The odometer of the vehicle and its function

The odometer is a tool to track mileage cars, trucks, or other vehicles, and displayed in the dashboard. While on the motorcycle shown in the base of the handlebars, dashboard, or on top of the gas tank. This equipment can be either mechanical or digital.

Mechanical odometer basically consists of a set of wheels that display the number on the respective edges. Wheel change in accordance with the rotation of the wheels via a cable mechanism when driving. Mechanical parts are hidden from view by a casing window that displays only one line number, which is the current mileage.

This can be seen on the face of the speedometer. Depending on the age of the vehicle, the mechanical odometer may have a maximum number of kilometers, where once it reaches that point it will roll back to the numbers 00000 kilometers.
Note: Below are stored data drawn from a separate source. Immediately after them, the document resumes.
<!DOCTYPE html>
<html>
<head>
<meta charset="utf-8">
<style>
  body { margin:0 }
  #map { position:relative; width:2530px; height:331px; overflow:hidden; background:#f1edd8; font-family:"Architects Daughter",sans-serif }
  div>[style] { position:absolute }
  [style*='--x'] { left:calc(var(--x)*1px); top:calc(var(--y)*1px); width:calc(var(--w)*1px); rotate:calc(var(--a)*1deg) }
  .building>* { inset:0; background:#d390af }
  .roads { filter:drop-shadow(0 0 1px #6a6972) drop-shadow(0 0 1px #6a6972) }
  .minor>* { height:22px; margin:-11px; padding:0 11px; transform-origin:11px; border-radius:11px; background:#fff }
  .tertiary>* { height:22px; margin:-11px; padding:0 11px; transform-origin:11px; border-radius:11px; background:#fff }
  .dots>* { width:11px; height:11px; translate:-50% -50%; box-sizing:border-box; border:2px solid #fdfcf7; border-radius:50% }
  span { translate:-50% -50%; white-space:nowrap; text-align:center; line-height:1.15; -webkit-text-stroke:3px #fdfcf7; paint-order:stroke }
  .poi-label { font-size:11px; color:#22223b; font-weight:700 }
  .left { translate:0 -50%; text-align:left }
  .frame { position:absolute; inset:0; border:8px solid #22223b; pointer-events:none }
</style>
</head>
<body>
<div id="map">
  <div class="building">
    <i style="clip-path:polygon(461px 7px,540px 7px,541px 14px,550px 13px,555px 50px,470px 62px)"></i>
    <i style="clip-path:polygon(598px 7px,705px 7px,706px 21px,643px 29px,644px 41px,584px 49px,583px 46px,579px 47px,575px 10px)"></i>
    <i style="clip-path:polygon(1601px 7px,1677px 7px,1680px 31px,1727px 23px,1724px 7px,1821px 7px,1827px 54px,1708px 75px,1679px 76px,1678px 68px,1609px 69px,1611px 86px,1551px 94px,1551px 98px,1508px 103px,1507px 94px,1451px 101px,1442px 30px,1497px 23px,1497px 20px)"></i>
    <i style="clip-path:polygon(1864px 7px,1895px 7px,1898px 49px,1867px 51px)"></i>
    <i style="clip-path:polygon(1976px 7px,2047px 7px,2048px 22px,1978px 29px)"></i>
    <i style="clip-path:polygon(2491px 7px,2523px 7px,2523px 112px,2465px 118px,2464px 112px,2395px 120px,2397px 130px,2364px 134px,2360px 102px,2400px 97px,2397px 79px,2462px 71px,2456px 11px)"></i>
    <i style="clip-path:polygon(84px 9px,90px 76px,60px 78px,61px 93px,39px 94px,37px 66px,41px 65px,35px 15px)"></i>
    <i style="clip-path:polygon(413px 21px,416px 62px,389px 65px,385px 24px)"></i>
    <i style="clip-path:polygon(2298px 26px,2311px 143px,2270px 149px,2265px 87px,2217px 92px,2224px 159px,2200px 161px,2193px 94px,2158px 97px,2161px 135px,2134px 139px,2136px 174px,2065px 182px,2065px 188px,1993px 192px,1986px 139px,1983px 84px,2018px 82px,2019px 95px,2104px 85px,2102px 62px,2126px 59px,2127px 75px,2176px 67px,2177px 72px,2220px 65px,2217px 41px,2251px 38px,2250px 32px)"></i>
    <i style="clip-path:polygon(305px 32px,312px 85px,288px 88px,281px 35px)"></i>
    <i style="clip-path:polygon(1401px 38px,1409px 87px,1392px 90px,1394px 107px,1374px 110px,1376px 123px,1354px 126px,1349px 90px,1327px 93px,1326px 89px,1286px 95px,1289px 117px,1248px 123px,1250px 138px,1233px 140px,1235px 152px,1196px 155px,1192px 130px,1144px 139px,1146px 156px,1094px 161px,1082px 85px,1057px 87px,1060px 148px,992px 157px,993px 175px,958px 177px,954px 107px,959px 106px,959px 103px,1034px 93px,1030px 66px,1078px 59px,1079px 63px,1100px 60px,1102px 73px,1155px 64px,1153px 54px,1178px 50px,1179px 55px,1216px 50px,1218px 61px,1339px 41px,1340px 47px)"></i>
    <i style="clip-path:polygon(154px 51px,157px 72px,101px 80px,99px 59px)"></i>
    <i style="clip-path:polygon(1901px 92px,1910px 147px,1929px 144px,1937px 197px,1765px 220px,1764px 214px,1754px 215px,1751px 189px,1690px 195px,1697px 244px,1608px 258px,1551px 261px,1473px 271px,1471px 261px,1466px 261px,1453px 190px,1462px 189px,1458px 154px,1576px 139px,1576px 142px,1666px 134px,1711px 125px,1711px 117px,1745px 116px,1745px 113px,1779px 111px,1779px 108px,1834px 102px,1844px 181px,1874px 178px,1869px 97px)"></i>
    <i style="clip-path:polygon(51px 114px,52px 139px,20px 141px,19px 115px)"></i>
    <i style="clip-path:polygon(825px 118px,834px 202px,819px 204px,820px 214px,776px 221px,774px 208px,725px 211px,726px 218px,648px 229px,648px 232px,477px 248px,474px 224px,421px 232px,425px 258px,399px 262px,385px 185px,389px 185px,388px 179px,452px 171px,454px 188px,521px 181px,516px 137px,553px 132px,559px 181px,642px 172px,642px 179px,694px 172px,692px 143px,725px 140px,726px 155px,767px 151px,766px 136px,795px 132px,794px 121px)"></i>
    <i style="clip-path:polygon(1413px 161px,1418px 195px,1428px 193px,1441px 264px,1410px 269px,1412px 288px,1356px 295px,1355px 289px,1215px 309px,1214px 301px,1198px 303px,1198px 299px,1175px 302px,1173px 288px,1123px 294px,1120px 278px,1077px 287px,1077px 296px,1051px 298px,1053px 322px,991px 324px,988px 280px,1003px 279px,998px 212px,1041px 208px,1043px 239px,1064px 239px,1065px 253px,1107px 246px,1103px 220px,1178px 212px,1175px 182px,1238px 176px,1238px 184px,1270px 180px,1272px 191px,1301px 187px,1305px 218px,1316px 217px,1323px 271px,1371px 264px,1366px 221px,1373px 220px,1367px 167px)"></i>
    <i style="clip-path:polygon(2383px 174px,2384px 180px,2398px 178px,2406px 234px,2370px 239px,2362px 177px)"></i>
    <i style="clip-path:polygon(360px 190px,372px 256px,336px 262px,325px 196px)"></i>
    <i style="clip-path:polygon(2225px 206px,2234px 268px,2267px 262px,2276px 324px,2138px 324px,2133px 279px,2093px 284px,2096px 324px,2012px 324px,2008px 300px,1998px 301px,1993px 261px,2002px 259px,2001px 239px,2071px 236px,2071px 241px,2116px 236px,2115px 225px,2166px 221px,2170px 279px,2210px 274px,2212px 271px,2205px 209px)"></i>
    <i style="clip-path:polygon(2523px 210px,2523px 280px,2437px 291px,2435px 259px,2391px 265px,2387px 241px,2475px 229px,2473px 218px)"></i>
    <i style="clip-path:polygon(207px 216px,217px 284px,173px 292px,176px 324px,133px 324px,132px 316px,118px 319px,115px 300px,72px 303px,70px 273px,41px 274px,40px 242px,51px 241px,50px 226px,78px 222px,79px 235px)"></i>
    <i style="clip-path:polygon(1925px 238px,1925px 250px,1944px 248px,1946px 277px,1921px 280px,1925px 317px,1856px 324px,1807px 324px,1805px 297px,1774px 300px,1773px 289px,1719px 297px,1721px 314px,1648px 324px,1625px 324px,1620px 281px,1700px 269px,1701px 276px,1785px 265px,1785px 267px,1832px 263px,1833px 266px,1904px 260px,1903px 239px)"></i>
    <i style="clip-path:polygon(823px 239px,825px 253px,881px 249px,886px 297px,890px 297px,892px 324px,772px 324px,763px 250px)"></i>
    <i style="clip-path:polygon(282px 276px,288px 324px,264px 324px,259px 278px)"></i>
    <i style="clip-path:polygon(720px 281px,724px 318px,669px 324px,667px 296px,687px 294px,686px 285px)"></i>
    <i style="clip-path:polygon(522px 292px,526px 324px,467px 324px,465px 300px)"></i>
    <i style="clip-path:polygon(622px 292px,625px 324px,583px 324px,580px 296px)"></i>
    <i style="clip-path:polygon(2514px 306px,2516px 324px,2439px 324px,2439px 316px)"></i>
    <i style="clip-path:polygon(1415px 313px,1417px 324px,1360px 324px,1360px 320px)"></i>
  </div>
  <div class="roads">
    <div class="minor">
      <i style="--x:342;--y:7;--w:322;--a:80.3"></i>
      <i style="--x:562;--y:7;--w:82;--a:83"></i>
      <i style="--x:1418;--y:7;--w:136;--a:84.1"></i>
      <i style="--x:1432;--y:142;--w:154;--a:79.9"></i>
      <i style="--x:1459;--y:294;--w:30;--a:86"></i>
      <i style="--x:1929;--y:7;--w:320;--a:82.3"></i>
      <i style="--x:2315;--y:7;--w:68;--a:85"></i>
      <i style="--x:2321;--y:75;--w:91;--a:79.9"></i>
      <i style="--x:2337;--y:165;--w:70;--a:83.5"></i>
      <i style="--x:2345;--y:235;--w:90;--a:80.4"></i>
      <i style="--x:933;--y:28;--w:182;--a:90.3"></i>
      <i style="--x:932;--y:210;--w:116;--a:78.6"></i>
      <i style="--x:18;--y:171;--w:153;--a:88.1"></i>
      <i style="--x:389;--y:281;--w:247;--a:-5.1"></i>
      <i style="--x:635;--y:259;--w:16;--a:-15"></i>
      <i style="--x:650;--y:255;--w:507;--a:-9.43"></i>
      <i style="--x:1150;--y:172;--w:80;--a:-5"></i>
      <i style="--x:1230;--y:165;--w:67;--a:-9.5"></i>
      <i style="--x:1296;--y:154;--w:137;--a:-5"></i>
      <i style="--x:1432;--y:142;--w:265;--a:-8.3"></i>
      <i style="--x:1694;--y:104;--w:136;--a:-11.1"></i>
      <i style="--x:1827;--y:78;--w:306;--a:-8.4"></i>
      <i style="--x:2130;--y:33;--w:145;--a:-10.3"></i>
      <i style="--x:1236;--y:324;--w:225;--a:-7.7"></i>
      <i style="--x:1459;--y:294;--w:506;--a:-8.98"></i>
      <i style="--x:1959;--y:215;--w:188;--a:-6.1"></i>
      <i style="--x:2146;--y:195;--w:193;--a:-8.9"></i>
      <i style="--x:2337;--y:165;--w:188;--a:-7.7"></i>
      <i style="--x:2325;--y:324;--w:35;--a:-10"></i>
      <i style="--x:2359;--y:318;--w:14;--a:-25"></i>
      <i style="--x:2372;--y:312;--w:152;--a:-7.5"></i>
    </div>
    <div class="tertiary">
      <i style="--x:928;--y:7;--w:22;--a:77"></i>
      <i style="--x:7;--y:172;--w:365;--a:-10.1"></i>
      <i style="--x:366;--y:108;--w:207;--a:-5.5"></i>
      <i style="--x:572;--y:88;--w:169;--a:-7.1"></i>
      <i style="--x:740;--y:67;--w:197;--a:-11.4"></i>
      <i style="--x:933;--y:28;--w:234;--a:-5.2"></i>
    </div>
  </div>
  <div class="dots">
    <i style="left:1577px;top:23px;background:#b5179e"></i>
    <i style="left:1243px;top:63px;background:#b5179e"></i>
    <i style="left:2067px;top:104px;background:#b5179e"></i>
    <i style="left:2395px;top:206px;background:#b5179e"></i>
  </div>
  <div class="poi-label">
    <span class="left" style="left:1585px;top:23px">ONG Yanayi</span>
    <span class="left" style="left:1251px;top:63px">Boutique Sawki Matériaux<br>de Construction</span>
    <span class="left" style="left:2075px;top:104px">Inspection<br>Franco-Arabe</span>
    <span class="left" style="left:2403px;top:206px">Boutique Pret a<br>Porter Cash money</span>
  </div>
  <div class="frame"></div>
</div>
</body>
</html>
Modern electronic or digital odometer keeps track of the mileage by using computer chips. Digital readout is displayed and the mileage is stored in the engine control module. Producers hope the electronic versions may prevent fraud, but this has not happened.


Vehicle resale prices are mostly based on mileage. Fewer vehicle kilometers traveled the higher resale prices. Odometer fraud or clocking involves reading settings back manually to false numbers decrease mileage so that influences the price of the car.


Clocking the odometer is mechanical task is pretty easy. Dishonest sellers party and less ethical can remove the device, and manually change the wheel to display the desired range, and then reinstall the device. The buyer can pay more than the price of the car is actually worth, and usually when it's too late for a new notice.


The automotive industry is expected to increase the use of digital or electronic odometer in a significant way to reduce fraud. However, the tools required to legally calibrate digital odometer for lawful purposes is available online and offline. This tool is known and is used to reassign digital devices. Experts claim this is really easier than a mechanical odometer outsmarted.


To protect yourself against fraud, compare odometer mileage vehicle with REGISTRATION. Every time a vehicle moving of hands, the mileage should be listed on the REGISTRATION. If the vehicle looks newer, with 20,000 kilometers or less on the odometer, it should still have the original tires.

For older cars with low kilometers, check the wear and tear on the gas pedal, brake and clutch. Ask the maintenance records and the records check smoke and record mileage.


If you are considering buying a car with a mechanical odometer, the numbers should line up evenly. If they are bent or appear to move when you knock on the dashboard or the display of the readings, you should not continue.